Please count how many lines below contain the word "circle" and give nothing but that figure.

### Data ###

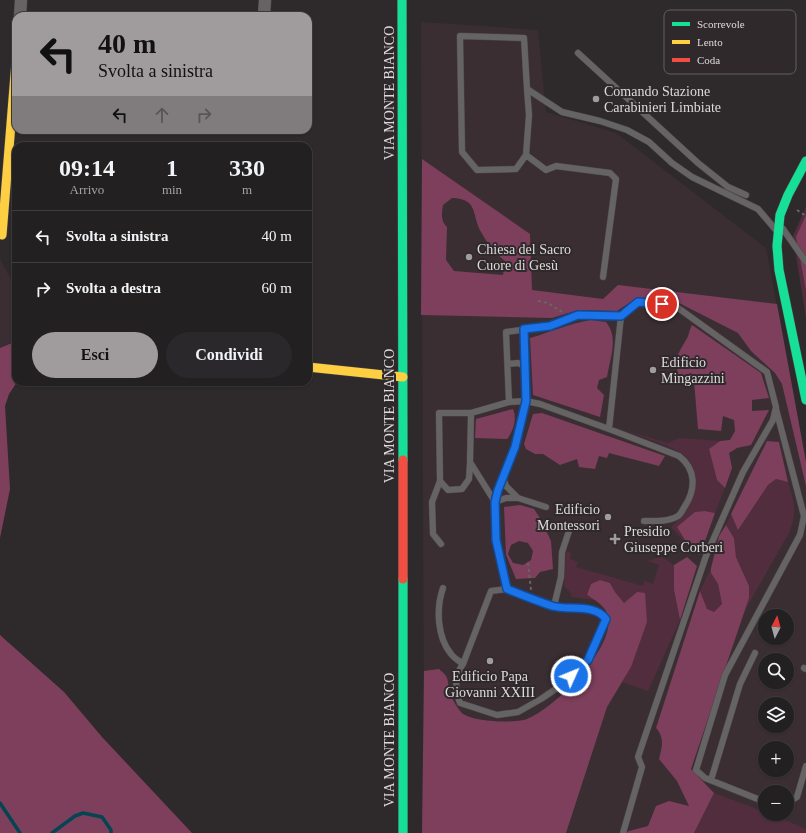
<!DOCTYPE html>
<html lang="it">
<head>
<meta charset="utf-8">
<style>
	:root { --surface:#222021; --page:#2a282a; --text:#f1f3f6; --muted:#a2a3a5; --line:#3f3e3f; --accent:#a09c9e }
	body { margin:0; font-family:"Times New Roman",serif; background:var(--page); color:var(--text); height:100vh; display:flex; flex-direction:column; font-size:15px; white-space:nowrap }
	* { box-sizing:border-box; margin:0 }
	p { font-size:13px; color:var(--muted) }
	.icon { flex:none; width:22px; height:22px; fill:none; stroke:currentColor; stroke-width:2; stroke-linecap:round; stroke-linejoin:round }
	.map { position:relative; flex:1; overflow:hidden }
	.sheet { position:absolute; left:12px; top:142px; width:300px; height:244px; display:flex; flex-direction:column; background:var(--surface); border-radius:12px; box-shadow:0 1px 3px #0004,0 0 0 1px var(--line) }
	.sheet>* { flex:none }
	.top-card { position:absolute; left:12px; top:12px; width:300px; height:122px; border-radius:12px; box-shadow:0 1px 3px #0004,0 0 0 1px var(--line); background:#a09c9e; color:#111; overflow:hidden }
	.needle { width:26px; rotate:6deg }
	.controls { position:absolute; left:758px; top:609px; display:grid; gap:8px }
	.controls a { display:grid; place-items:center; width:36px; height:36px; border-radius:50%; background:var(--surface); box-shadow:0 1px 3px #0004,0 0 0 1px var(--line); font-size:20px }
	.pin { position:absolute; display:grid; place-items:center; width:34px; height:34px; color:#fff; margin:-17px; border:2px solid #fff; border-radius:50%; box-shadow:0 1px 4px #0007 }
	.me { position:absolute; width:44px; margin:-22px; rotate:46deg; stroke-linejoin:round; filter:drop-shadow(0 0 3px #0008) }
	.turn { display:flex; align-items:center; gap:14px; height:84px; padding:0 20px; font-size:18px }
	.turn .icon { width:52px; height:52px; stroke-width:2.5 }
	.turn b { display:block; font-size:28px; line-height:34px }
	.lanes { display:flex; align-items:center; height:38px; padding:0 20px; background:#0003; justify-content:center; gap:20px; direction:ltr }
	.lanes .off { opacity:.35 }
	.eta { display:flex; justify-content:space-evenly; align-items:center; height:68px; text-align:center }
	.eta b { font-size:24px; font-weight:800; line-height:28px }
	.action { display:flex; gap:8px; margin-top:auto; padding:8px 20px }
	.action a { flex:1; height:46px; border-radius:24px; background:var(--accent); color:#111; font-size:16px; font-weight:800; line-height:46px; text-align:center }
	.action a+a { background:var(--page); color:var(--text) }
	ul { padding:0; list-style:none }
	li { display:flex; align-items:center; gap:12px; height:52px; padding:0 20px; border-top:1px solid var(--line) }
	li div { flex:1 }
	li b { display:block; font-size:15px }
	li em { font-style:normal }
	.map>svg:first-child { display:block }
</style>
</head>
<body>
<div class="map">
<svg width="806" height="833" viewBox="0 0 806 833">
	<rect width="100%" height="100%" fill="#2e2a2c"/>
	<!-- built -->
	<path fill="#3a2e33" fill-rule="evenodd" d="M421,22l117,8 8,82 70,21 150,115 40,214v371h-383l1,-108zM765,616h22v22h-22zM765,660h22v22h-22zM765,704h22v22h-22zM765,748h22v22h-22zM765,792h22v22h-22z
		M0,259l16,30v50l-16,9z"/>
	<!-- green -->
	<path fill="#522d3e" d="M806,207v111l-13,-82z
		M620,429l48,14 11,-5 41,3 -11,8 8,31 8,8 -10,25 -10,-2 -28,16 11,18 -17,-18c15,-15 18,-16 23,-37 2,-12 1,-25 -9,-34 -12,-10 -48,-21 -65,-27z
		M776,479l12,3c6,20 10,30 1,51l-46,81 6,-16 -6,-27 -7,-14 -2,-19 -8,-13 5,-11 7,15 30,-44z
		M566,551l5,2 -1,6 8,3 -2,5 67,19 1,-5 9,3 6,-19 -12,-4 15,-4 12,8v25l6,30 -32,71 -26,-9 9,-15 6,-75 -13,11 -9,-11 -5,-9 -10,-3 -9,4 -4,11 7,5 -22,-3 -2,-5 -6,-6z
		M711,568v5l7,11 4,20 -8,8 -7,-3 -7,-18z
		M714,793l51,19v2h6l35,15v4h-112z"/>
	<!-- forest -->
	<path fill="#7e3f5c" fill-rule="evenodd" d="M422,159l108,75 2,56 71,9 15,-14 159,19 29,158v24l-24,-102 -7,-11 -24,-22 -13,-18 -61,-31 -42,-3 -18,12 -39,-1 -26,8 -131,-3zM452,198c27,1 19,16 29,34 6,11 15,22 24,29l-2,14 -49,-4 -8,-11 1,-33c-7,-7 -5,-14 -4,-22z
		M806,215v75l-10,-53z
		M591,320l15,2c13,16 4,36 1,55l-8,3 -2,8 7,7 -4,22 -67,-22 -3,-57c21,-6 40,-15 61,-18z
		M692,325l69,48 8,25 -17,2v11l17,-1 -18,35 -14,3 -8,5 3,15 -7,20 -8,-8 -8,-31 11,-8 10,-1 5,-9 -1,-11 -11,-4 -2,15 -23,-2 -4,-48 -15,-1c-4,-22 -4,-21 7,-40 3,-4 3,-10 6,-15z
		M14,342l2,9 1,31 -8,12 -4,12 5,83 -10,49v-190z
		M513,409c4,9 1,22 -6,30l-32,-1 1,-19z
		M542,413l123,43 -6,10 -50,-13 -2,5 -8,-2 -4,13 -16,-2 -2,-8 -17,6 -17,-11h-8l-9,-5 -2,-5 9,-30z
		M767,441l12,1 9,40 -12,-3 -8,6 -30,45 -7,-16z
		M520,505l14,4 6,9 11,23 2,28 -13,3 -5,6 -19,1 -10,-24 -2,-48zM519,541l9,2 5,8 -2,9 -8,5 -10,-2 -5,-9 3,-9z
		M705,511l10,2 -15,42 -12,-10 -11,-18 18,-15z
		M726,525l8,13 2,19 13,29v12l-58,171 23,24 -20,40h-72l26,-7 8,-20 13,-5 20,5 -12,-25 -18,-22c3,-12 6,-21 -3,-31l44,-137 7,18 7,3 8,-8 -4,-20 -7,-11v-5l8,-32z
		M687,557l10,9 -17,54 -6,-30v-25z
		M600,580l10,3 5,9 9,11 13,-11 8,1 2,29 -16,45 -24,40 -41,126h-144l2,-162 15,-2c2,2 6,5 7,7 3,5 2,12 4,18 2,5 9,17 13,20 13,8 46,9 61,6 28,-8 96,-76 83,-107 -3,-8 -14,-14 -20,-18l4,-11z
		M0,635l64,57 38,45 90,96h-192z"/>
	<g fill="none" stroke-linecap="round" stroke-linejoin="round">
		<!-- stream -->
		<path stroke="#054551" stroke-width="3.5" d="M0,803l20,30
			M52,833l23,-17 8,-3 19,4 9,13v3"/>
		<!-- lane casing -->
		<g stroke="#4a4748" stroke-width="7">
			<path id="lane" d="M578,53l120,110 30,24 18,8
				M527,89l2,26 -3,40 -10,14 -39,1 -15,-18 -2,-116 64,2 3,51 35,23 38,9 27,9 22,12 23,21 20,14 66,32 17,20
				M526,155l20,15 10,-4 54,7 6,6 -13,98
				M783,229l23,33
				M508,364l10,-1 7,3
				M509,402l-3,-70 44,-6 28,-11 43,1 17,-15 36,4 93,67 9,35 -3,13 -30,52 -37,84 -68,201 4,10 -19,66
				M471,413l38,-11 17,-1 14,3 69,25 70,27c17,13 17,33 6,50 -2,3 -4,8 -7,10 -10,6 -23,5 -34,5
				M609,429l12,-113
				M440,481l8,9 14,-1 7,-10 1,-16
				M518,498l28,9
				M441,544l-8,-10 -1,-32 8,-21 -1,-68h32l-1,49 25,40 11,-4h12l-12,-12 -3,-8
				M443,588c-7,20 -6,49 8,66 3,4 8,7 12,10
				M507,589c15,6 30,12 45,17 17,5 41,-3 54,13l-18,41 -25,24 -22,15 -23,13 -21,3 -37,-12c-5,-13 -6,-27 3,-39l28,-73z
				M507,589l-11,-49 -1,-38 3,-12 17,-43 11,-46 -2,-72
				M554,606l7,-29 1,-25 8,-24
				M804,668l2,1
				M711,780l29,-96 15,-31
				M765,802l-60,-24 -9,-8 29,-95 75,-140 4,-19 -28,-107
				M787,803l10,-6 9,-31"/>
		</g>
		<!-- street casing -->
		<g stroke="#4a4748" stroke-width="13">
			<path id="street" d="M20,16l1,-16
				M264,16l1,-16"/>
		</g>
		<!-- fast casing -->
		<g stroke="#4a4748" stroke-width="10">
			<path id="fast" d="M402,0l1,460
				M806,161l-18,34 -8,20 -3,31 2,24 27,130
				M403,579v254"/>
		</g>
		<!-- slow casing -->
		<g stroke="#4a4748" stroke-width="10">
			<path id="slow" d="M2,235l14,-173
				M308,367l95,10"/>
		</g>
		<!-- jam casing -->
		<g stroke="#4a4748" stroke-width="10">
			<path id="jam" d="M403,460v119"/>
		</g>
		<!-- path -->
		<path stroke="#676566" stroke-width="2" stroke-dasharray="3 3" stroke-linecap="butt" d="M797,210l9,6
			M538,301l10,2 14,9
			M528,563l3,27"/>
		<!-- lane -->
		<use href="#lane" stroke="#666364" stroke-width="6"/>
		<!-- street -->
		<use href="#street" stroke="#666364" stroke-width="12"/>
		<!-- fast -->
		<use href="#fast" stroke="#16e098" stroke-width="9"/>
		<!-- slow -->
		<use href="#slow" stroke="#ffcf43" stroke-width="9"/>
		<!-- jam -->
		<use href="#jam" stroke="#f24e42" stroke-width="9"/>
	</g>
	<g fill="none" stroke-linecap="round" stroke-linejoin="round">
		<!-- route casing -->
		<g stroke="#114b97" stroke-width="10">
			<path id="route" d="M571,676l17,-16 18,-41c-12,-16 -37,-8 -54,-13 -15,-5 -30,-11 -45,-17l-11,-49 -1,-38 3,-12 17,-43 11,-46 -2,-72 26,-3 28,-11 43,1 17,-14 24,2"/>
		</g>
		<!-- route -->
		<use href="#route" stroke="#1a73e8" stroke-width="7"/>
	</g>
	<!-- markers -->
	<g fill="#a09c9e" stroke="#2f292b" stroke-width="1.5">
		<circle cx="596" cy="99" r="4"/>
		<circle cx="469" cy="257" r="4"/>
		<circle cx="653" cy="370" r="4"/>
		<circle cx="608" cy="517" r="4"/>
		<path d="M613 533h4v4h4v4h-4v4h-4v-4h-4v-4h4z"/>
		<circle cx="490" cy="661" r="4"/>
	</g>
	<g text-anchor="middle" stroke-width="4" stroke-linejoin="round" paint-order="stroke">
		<!-- poi labels -->
		<g font-size="14" fill="#dedadb" stroke="#2f292b" text-anchor="start">
			<text x="604" y="96">Comando Stazione<tspan x="604" dy="16">Carabinieri Limbiate</tspan></text>
			<text x="477" y="254">Chiesa del Sacro<tspan x="477" dy="16">Cuore di Gesù</tspan></text>
			<text x="661" y="367">Edificio<tspan x="661" dy="16">Mingazzini</tspan></text>
			<text x="600" y="514" text-anchor="end">Edificio<tspan x="600" dy="16">Montessori</tspan></text>
			<text x="624" y="536">Presidio<tspan x="624" dy="16">Giuseppe Corberi</tspan></text>
			<text x="490" y="681" text-anchor="middle">Edificio Papa<tspan x="490" dy="16">Giovanni XXIII</tspan></text>
		</g>
		<!-- street labels -->
		<g font-size="14" fill="#dedadb" stroke="#2f292b">
			<text transform="translate(389 93) rotate(-90)" y="5">VIA MONTE BIANCO</text>
			<text transform="translate(389 416) rotate(-90)" y="5">VIA MONTE BIANCO</text>
			<text transform="translate(389 740) rotate(-90)" y="5">VIA MONTE BIANCO</text>
		</g>
	</g>
	<!-- legend -->
	<rect x="664" y="10" width="132" height="64" rx="6" fill="#2f292b" stroke="#645e60" stroke-width="1"/>
	<rect x="672" y="22" width="18" height="4" fill="#16e098"/>
	<rect x="672" y="40" width="18" height="4" fill="#ffcf43"/>
	<rect x="672" y="58" width="18" height="4" fill="#f24e42"/>
	<g font-size="11" fill="#dedadb">
		<text x="697" y="28">Scorrevole</text>
		<text x="697" y="46">Lento</text>
		<text x="697" y="64">Coda</text>
	</g>
</svg>
<div class="controls">
<a><svg class="needle" viewBox="-14 -14 28 28"><path d="M0-13l5 13h-10z" fill="#e53935"/><path d="M0 13l5-13h-10z" fill="#a2a3a5"/></svg></a>
<a><svg class="icon" aria-label="search" viewBox="0 0 24 24"><circle cx="10" cy="10" r="6"/><path d="M15 15l6 6"/></svg></a>
<a><svg class="icon" aria-label="layers" viewBox="0 0 24 24"><path d="M12 4l9 5-9 5-9-5zM3 14l9 5 9-5"/></svg></a>
<a>+</a>
<a>−</a>
</div>
<div class="pin" style="left:662px;top:304px;background:#d93025"><svg class="icon" aria-label="arrive" viewBox="0 0 24 24"><path d="M6 21V4h12l-3 4 3 4H6"/></svg></div>
<svg class="me" style="left:571px;top:676px" viewBox="-20 -20 40 40"><circle r="17" fill="#1a73e8" stroke="#fff" stroke-width="3"/><path d="M0-11L8 9 0 5-8 9z" fill="#fff"/></svg>
<div class="top-card">
<div class="turn"><svg class="icon" aria-label="left" viewBox="0 0 24 24"><path d="M17 20v-9H6M10 6l-5 5 5 5"/></svg><div><b>40 m</b>Svolta a sinistra</div></div>
<div class="lanes"><svg class="icon" aria-label="left" viewBox="0 0 24 24"><path d="M17 20v-9H6M10 6l-5 5 5 5"/></svg><svg class="icon off" aria-label="ahead" viewBox="0 0 24 24"><path d="M12 20V5M6 11l6-6 6 6"/></svg><svg class="icon off" aria-label="right" viewBox="0 0 24 24"><path d="M7 20v-9h11M14 6l5 5-5 5"/></svg></div>
</div>
<section class="sheet">
<div class="eta">
<div><b>09:14</b><p>Arrivo</p></div>
<div><b>1</b><p>min</p></div>
<div><b>330</b><p>m</p></div>
</div>
<ul>
<li><svg class="icon" aria-label="left" viewBox="0 0 24 24"><path d="M17 20v-9H6M10 6l-5 5 5 5"/></svg><div><b>Svolta a sinistra</b></div><em>40 m</em></li>
<li><svg class="icon" aria-label="right" viewBox="0 0 24 24"><path d="M7 20v-9h11M14 6l5 5-5 5"/></svg><div><b>Svolta a destra</b></div><em>60 m</em></li>
</ul>
<div class="action"><a>Esci</a><a>Condividi</a></div>
</section>
</div>
</body>
</html>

###

The answer: 7